▸ **Source data**
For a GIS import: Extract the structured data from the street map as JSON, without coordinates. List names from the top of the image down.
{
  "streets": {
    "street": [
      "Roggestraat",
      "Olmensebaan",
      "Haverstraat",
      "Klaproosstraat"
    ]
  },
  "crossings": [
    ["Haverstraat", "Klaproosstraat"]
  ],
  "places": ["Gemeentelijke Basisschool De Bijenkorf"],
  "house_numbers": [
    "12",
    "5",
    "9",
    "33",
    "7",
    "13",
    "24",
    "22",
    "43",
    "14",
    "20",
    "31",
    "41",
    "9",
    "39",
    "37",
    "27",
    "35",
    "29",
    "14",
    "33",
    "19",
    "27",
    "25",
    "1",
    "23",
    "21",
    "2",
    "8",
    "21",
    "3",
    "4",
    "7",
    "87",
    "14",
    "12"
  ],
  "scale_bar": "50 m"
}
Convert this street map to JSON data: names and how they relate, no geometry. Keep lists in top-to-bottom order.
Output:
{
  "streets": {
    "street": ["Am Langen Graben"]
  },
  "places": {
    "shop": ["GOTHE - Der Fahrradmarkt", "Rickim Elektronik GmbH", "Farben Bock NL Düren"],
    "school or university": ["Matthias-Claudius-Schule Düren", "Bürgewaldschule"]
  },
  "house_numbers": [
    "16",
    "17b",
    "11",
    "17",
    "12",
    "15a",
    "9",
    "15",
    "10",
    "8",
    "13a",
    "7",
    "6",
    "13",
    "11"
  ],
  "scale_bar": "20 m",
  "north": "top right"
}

▸ **Task statement**
Return the whole listing as it stands. Nothing may be altered.

▸ **Result for this exercise**
For a GIS import: Extract the structured data from the street map as JSON, without coordinates. List names from the top of the image down.
{
  "streets": {
    "street": [
      "Roggestraat",
      "Olmensebaan",
      "Haverstraat",
      "Klaproosstraat"
    ]
  },
  "crossings": [
    ["Haverstraat", "Klaproosstraat"]
  ],
  "places": ["Gemeentelijke Basisschool De Bijenkorf"],
  "house_numbers": [
    "12",
    "5",
    "9",
    "33",
    "7",
    "13",
    "24",
    "22",
    "43",
    "14",
    "20",
    "31",
    "41",
    "9",
    "39",
    "37",
    "27",
    "35",
    "29",
    "14",
    "33",
    "19",
    "27",
    "25",
    "1",
    "23",
    "21",
    "2",
    "8",
    "21",
    "3",
    "4",
    "7",
    "87",
    "14",
    "12"
  ],
  "scale_bar": "50 m"
}
Convert this street map to JSON data: names and how they relate, no geometry. Keep lists in top-to-bottom order.
Output:
{
  "streets": {
    "street": ["Am Langen Graben"]
  },
  "places": {
    "shop": ["GOTHE - Der Fahrradmarkt", "Rickim Elektronik GmbH", "Farben Bock NL Düren"],
    "school or university": ["Matthias-Claudius-Schule Düren", "Bürgewaldschule"]
  },
  "house_numbers": [
    "16",
    "17b",
    "11",
    "17",
    "12",
    "15a",
    "9",
    "15",
    "10",
    "8",
    "13a",
    "7",
    "6",
    "13",
    "11"
  ],
  "scale_bar": "20 m",
  "north": "top right"
}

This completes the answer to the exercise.